# [WHAT YOU HAVE TO DO]
Isolate every line in the records below with "solid" in it.

• • • • •

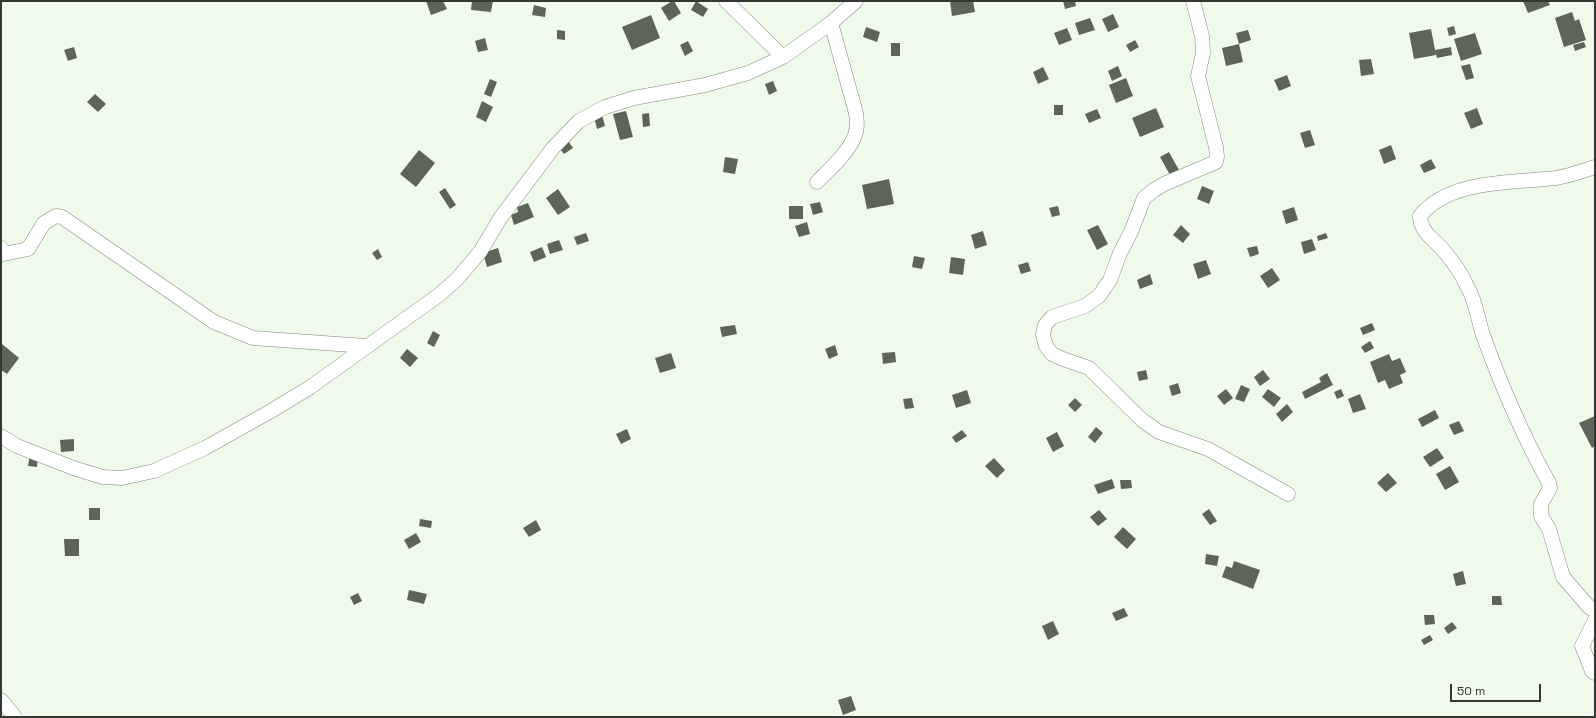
<!DOCTYPE html>
<html>
<head>
<meta charset="utf-8">
<style>
  body { margin:0 }
  #map { position:relative; width:1596px; height:718px; overflow:hidden; background:#f0faeb; font-family:"Space Grotesk",sans-serif }
  canvas { display:block }
  .frame { position:absolute; inset:0; border:2px solid #343732; pointer-events:none }
  .scale { position:absolute; left:1450px; top:684px; width:91px; height:18px; box-sizing:border-box; border:2px solid #343732; border-top:0; padding-left:5px; font-size:12px; line-height:14px; white-space:nowrap; color:#343732; -webkit-text-stroke:3px #f0faeb; paint-order:stroke }
</style>
</head>
<body>
<div id="map">
<canvas width="1596" height="718"></canvas>
<div class="frame"></div>
<div class="scale">50 m</div>
</div>
<script>
const ctx = document.querySelector('canvas').getContext('2d');
ctx.lineJoin = 'round';
function fillPath(path, color) { ctx.fillStyle = color; ctx.fill(path, 'evenodd'); }
function strokePath(path, color, width, dash) { ctx.strokeStyle = color; ctx.lineWidth = width; ctx.lineCap = dash ? 'butt' : 'round'; ctx.setLineDash(dash || []); ctx.stroke(path); }
const building = new Path2D(`
  M 426,1 L 443,1 L 447,9 L 431,15 Z
  M 472,1 L 493,1 L 491,12 L 471,10 Z
  M 672,1 L 674,1 L 681,13 L 669,21 L 661,8 Z
  M 696,1 L 708,9 L 703,17 L 691,10 Z
  M 950,1 L 973,1 L 975,12 L 952,16 Z
  M 1063,1 L 1075,1 L 1076,6 L 1065,9 Z
  M 1523,1 L 1548,1 L 1550,5 L 1528,13 Z
  M 534,5 L 546,8 L 545,17 L 532,15 Z
  M 1572,12 L 1575,21 L 1579,19 L 1586,40 L 1564,47 L 1555,18 Z
  M 1113,14 L 1119,27 L 1108,32 L 1102,19 Z
  M 651,15 L 660,38 L 632,50 L 622,27 Z
  M 1090,18 L 1095,30 L 1079,35 L 1075,23 Z
  M 1454,26 L 1456,34 L 1449,36 L 1447,28 Z
  M 866,27 L 880,32 L 877,42 L 863,37 Z
  M 1067,28 L 1072,40 L 1059,45 L 1054,33 Z
  M 1431,29 L 1436,55 L 1414,59 L 1409,33 Z
  M 557,30 L 565,31 L 565,40 L 557,39 Z
  M 1248,30 L 1251,40 L 1239,44 L 1236,33 Z
  M 1475,33 L 1482,54 L 1461,61 L 1454,39 Z
  M 485,38 L 488,50 L 478,52 L 475,41 Z
  M 1135,40 L 1139,47 L 1130,52 L 1126,45 Z
  M 688,41 L 693,51 L 685,56 L 680,45 Z
  M 1584,42 L 1586,47 L 1575,51 L 1573,45 Z
  M 891,43 L 900,43 L 900,56 L 891,56 Z
  M 1239,44 L 1243,62 L 1226,66 L 1222,48 Z
  M 74,47 L 77,58 L 68,61 L 64,50 Z
  M 1451,47 L 1452,55 L 1437,58 L 1435,50 Z
  M 1371,59 L 1374,74 L 1361,76 L 1359,60 Z
  M 1470,64 L 1474,78 L 1466,80 L 1461,66 Z
  M 1118,66 L 1122,76 L 1112,81 L 1108,71 Z
  M 1043,67 L 1049,79 L 1038,84 L 1033,72 Z
  M 1287,75 L 1291,86 L 1279,91 L 1274,80 Z
  M 1126,78 L 1133,96 L 1116,103 L 1109,85 Z
  M 490,79 L 497,82 L 491,97 L 484,94 Z
  M 773,81 L 777,91 L 769,95 L 765,84 Z
  M 95,94 L 106,104 L 98,112 L 87,102 Z
  M 482,101 L 493,107 L 486,122 L 476,117 Z
  M 1054,105 L 1063,105 L 1063,115 L 1054,115 Z
  M 1156,108 L 1164,127 L 1140,137 L 1132,118 Z
  M 1477,108 L 1483,124 L 1471,129 L 1464,113 Z
  M 1097,109 L 1101,118 L 1089,123 L 1085,114 Z
  M 626,111 L 633,137 L 620,140 L 613,114 Z
  M 649,113 L 650,126 L 643,127 L 642,114 Z
  M 602,115 L 605,126 L 597,129 L 594,117 Z
  M 1310,130 L 1315,145 L 1305,148 L 1300,133 Z
  M 569,142 L 573,148 L 564,154 L 560,149 Z
  M 1391,145 L 1396,159 L 1384,164 L 1379,150 Z
  M 419,150 L 435,163 L 416,187 L 400,174 Z
  M 1169,152 L 1179,170 L 1170,175 L 1160,157 Z
  M 725,157 L 738,159 L 735,174 L 723,172 Z
  M 1431,159 L 1436,168 L 1424,173 L 1420,165 Z
  M 889,179 L 894,204 L 867,209 L 862,185 Z
  M 1202,186 L 1214,191 L 1209,204 L 1197,199 Z
  M 445,188 L 456,205 L 450,209 L 439,192 Z
  M 558,189 L 570,207 L 558,215 L 546,198 Z
  M 820,202 L 823,212 L 813,215 L 810,204 Z
  M 528,203 L 534,217 L 514,225 L 511,215 L 518,212 L 517,207 Z
  M 789,206 L 803,206 L 803,219 L 789,219 Z
  M 1058,206 L 1060,215 L 1052,217 L 1049,208 Z
  M 1294,207 L 1298,220 L 1286,224 L 1282,211 Z
  M 807,222 L 810,234 L 799,237 L 795,226 Z
  M 1098,225 L 1108,244 L 1097,250 L 1087,230 Z
  M 1181,225 L 1190,234 L 1183,243 L 1173,235 Z
  M 983,231 L 987,245 L 975,249 L 971,235 Z
  M 586,233 L 589,241 L 577,245 L 574,237 Z
  M 1326,233 L 1328,238 L 1318,241 L 1317,236 Z
  M 1312,239 L 1316,250 L 1304,254 L 1301,242 Z
  M 559,240 L 563,250 L 550,254 L 547,244 Z
  M 1257,246 L 1259,254 L 1250,257 L 1247,248 Z
  M 542,247 L 546,257 L 534,262 L 530,252 Z
  M 498,248 L 502,262 L 487,267 L 483,253 Z
  M 378,249 L 382,257 L 377,260 L 372,253 Z
  M 914,256 L 925,258 L 922,269 L 912,267 Z
  M 951,257 L 965,259 L 963,275 L 949,273 Z
  M 1206,260 L 1211,274 L 1198,279 L 1193,264 Z
  M 1028,262 L 1031,271 L 1021,274 L 1018,265 Z
  M 1272,268 L 1280,280 L 1268,288 L 1260,276 Z
  M 1150,274 L 1153,284 L 1140,289 L 1137,280 Z
  M 1372,323 L 1375,330 L 1363,335 L 1360,328 Z
  M 735,325 L 737,334 L 722,337 L 720,327 Z
  M 433,331 L 440,335 L 434,347 L 427,343 Z
  M 1370,341 L 1374,348 L 1365,353 L 1361,347 Z
  M 2,344 L 19,358 L 7,374 L 1,370 Z
  M 835,345 L 838,355 L 829,359 L 825,349 Z
  M 407,349 L 418,358 L 410,367 L 400,358 Z
  M 895,352 L 896,362 L 883,364 L 882,353 Z
  M 671,353 L 676,368 L 660,373 L 655,358 Z
  M 1389,354 L 1392,361 L 1400,358 L 1406,372 L 1400,375 L 1403,383 L 1389,389 L 1385,380 L 1378,383 L 1370,362 Z
  M 1146,370 L 1148,379 L 1139,381 L 1137,372 Z
  M 1263,370 L 1270,379 L 1260,386 L 1254,377 Z
  M 1327,373 L 1333,385 L 1305,399 L 1302,392 L 1321,382 L 1319,378 Z
  M 1178,383 L 1181,393 L 1172,396 L 1169,386 Z
  M 1241,385 L 1250,389 L 1244,402 L 1235,399 Z
  M 1226,389 L 1233,398 L 1224,405 L 1217,396 Z
  M 1268,389 L 1281,398 L 1274,407 L 1262,397 Z
  M 1341,389 L 1344,396 L 1337,399 L 1334,392 Z
  M 967,390 L 971,403 L 956,408 L 952,395 Z
  M 1360,394 L 1366,409 L 1353,413 L 1348,399 Z
  M 912,398 L 914,408 L 905,409 L 903,399 Z
  M 1075,398 L 1082,405 L 1075,412 L 1068,405 Z
  M 1287,404 L 1293,412 L 1282,422 L 1276,414 Z
  M 1435,410 L 1439,418 L 1422,427 L 1418,419 Z
  M 1595,416 L 1595,446 L 1592,448 L 1579,423 Z
  M 1459,421 L 1464,431 L 1454,435 L 1449,425 Z
  M 1096,427 L 1103,433 L 1095,443 L 1088,437 Z
  M 627,429 L 631,439 L 621,444 L 616,434 Z
  M 962,430 L 967,436 L 956,443 L 952,437 Z
  M 1057,432 L 1064,446 L 1053,452 L 1046,438 Z
  M 74,439 L 74,451 L 61,452 L 60,440 Z
  M 1437,448 L 1444,458 L 1430,467 L 1423,457 Z
  M 30,454 L 38,455 L 37,467 L 28,466 Z
  M 994,458 L 1005,470 L 997,478 L 985,466 Z
  M 1450,466 L 1459,482 L 1445,490 L 1436,474 Z
  M 1388,473 L 1397,483 L 1386,492 L 1377,483 Z
  M 1112,479 L 1115,488 L 1098,494 L 1094,485 Z
  M 1120,480 L 1131,480 L 1132,488 L 1121,489 Z
  M 89,508 L 100,508 L 100,520 L 89,520 Z
  M 1209,509 L 1217,521 L 1210,525 L 1202,514 Z
  M 1099,510 L 1107,519 L 1098,526 L 1090,517 Z
  M 420,519 L 432,521 L 431,528 L 419,526 Z
  M 536,520 L 541,530 L 529,537 L 523,528 Z
  M 1123,527 L 1136,539 L 1127,549 L 1114,537 Z
  M 416,533 L 421,542 L 409,549 L 404,540 Z
  M 64,539 L 79,539 L 79,556 L 65,556 Z
  M 1206,554 L 1219,556 L 1217,566 L 1205,564 Z
  M 1234,561 L 1260,570 L 1253,589 L 1222,577 L 1226,566 L 1232,568 Z
  M 1463,571 L 1466,584 L 1456,586 L 1453,574 Z
  M 409,590 L 427,594 L 424,604 L 407,600 Z
  M 358,593 L 362,601 L 354,605 L 350,597 Z
  M 1492,596 L 1501,596 L 1502,605 L 1492,605 Z
  M 1124,608 L 1128,616 L 1116,621 L 1112,613 Z
  M 1424,615 L 1434,615 L 1435,624 L 1425,625 Z
  M 1053,621 L 1059,634 L 1048,640 L 1042,626 Z
  M 1452,622 L 1457,628 L 1448,634 L 1444,628 Z
  M 1430,635 L 1433,640 L 1424,645 L 1421,640 Z
  M 851,696 L 856,710 L 843,715 L 838,700 Z`);
const street = new Path2D(`
  M 726,1 L 783,57
  M 1193,1 L 1202,36 L 1203,53 L 1198,76 L 1216,147 L 1217,157 L 1216,162 L 1164,184 L 1154,190 L 1144,198 L 1131,232 L 1120,253 L 1110,280 L 1099,296 L 1085,306 L 1052,317 L 1045,325 L 1043,335 L 1046,346 L 1052,354 L 1063,359 L 1089,368 L 1142,420 L 1159,432 L 1208,449 L 1288,494
  M 1595,167 C 1582,171 1569,176 1556,178 C 1514,183 1449,179 1420,216 C 1420,232 1434,239 1443,250 C 1453,261 1462,275 1468,288 C 1476,302 1478,320 1483,335 C 1501,385 1523,436 1549,483 L 1550,488 L 1541,504 L 1541,516 L 1549,529 L 1563,577 L 1589,607 L 1595,611
  M 817,182 C 829,170 850,151 855,135 C 858,128 857,120 856,113 L 831,23
  M 1,248 L 4,254 L 28,249 L 44,223 L 56,216 L 62,217 L 214,322 L 253,338 L 366,346
  M 1,436 L 17,446 L 76,469 L 103,477 L 122,478 L 154,471 L 205,448 L 271,411 L 309,388 L 439,295 L 457,279 L 480,252 L 501,217 L 553,148 L 579,121 L 605,107 L 634,98 L 705,85 L 748,73 L 783,57 L 831,23 L 856,1
  M 1595,620 L 1582,646 L 1592,671 L 1595,673
  M 1,700 L 15,717`);
fillPath(building, '#5c6558');
strokePath(street, '#7f887a', 15);
strokePath(street, '#fff', 14);
</script>
</body>
</html>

• • • • •

# [RESPONSE BELOW]
  .frame { position:absolute; inset:0; border:2px solid #343732; pointer-events:none }
  .scale { position:absolute; left:1450px; top:684px; width:91px; height:18px; box-sizing:border-box; border:2px solid #343732; border-top:0; padding-left:5px; font-size:12px; line-height:14px; white-space:nowrap; color:#343732; -webkit-text-stroke:3px #f0faeb; paint-order:stroke }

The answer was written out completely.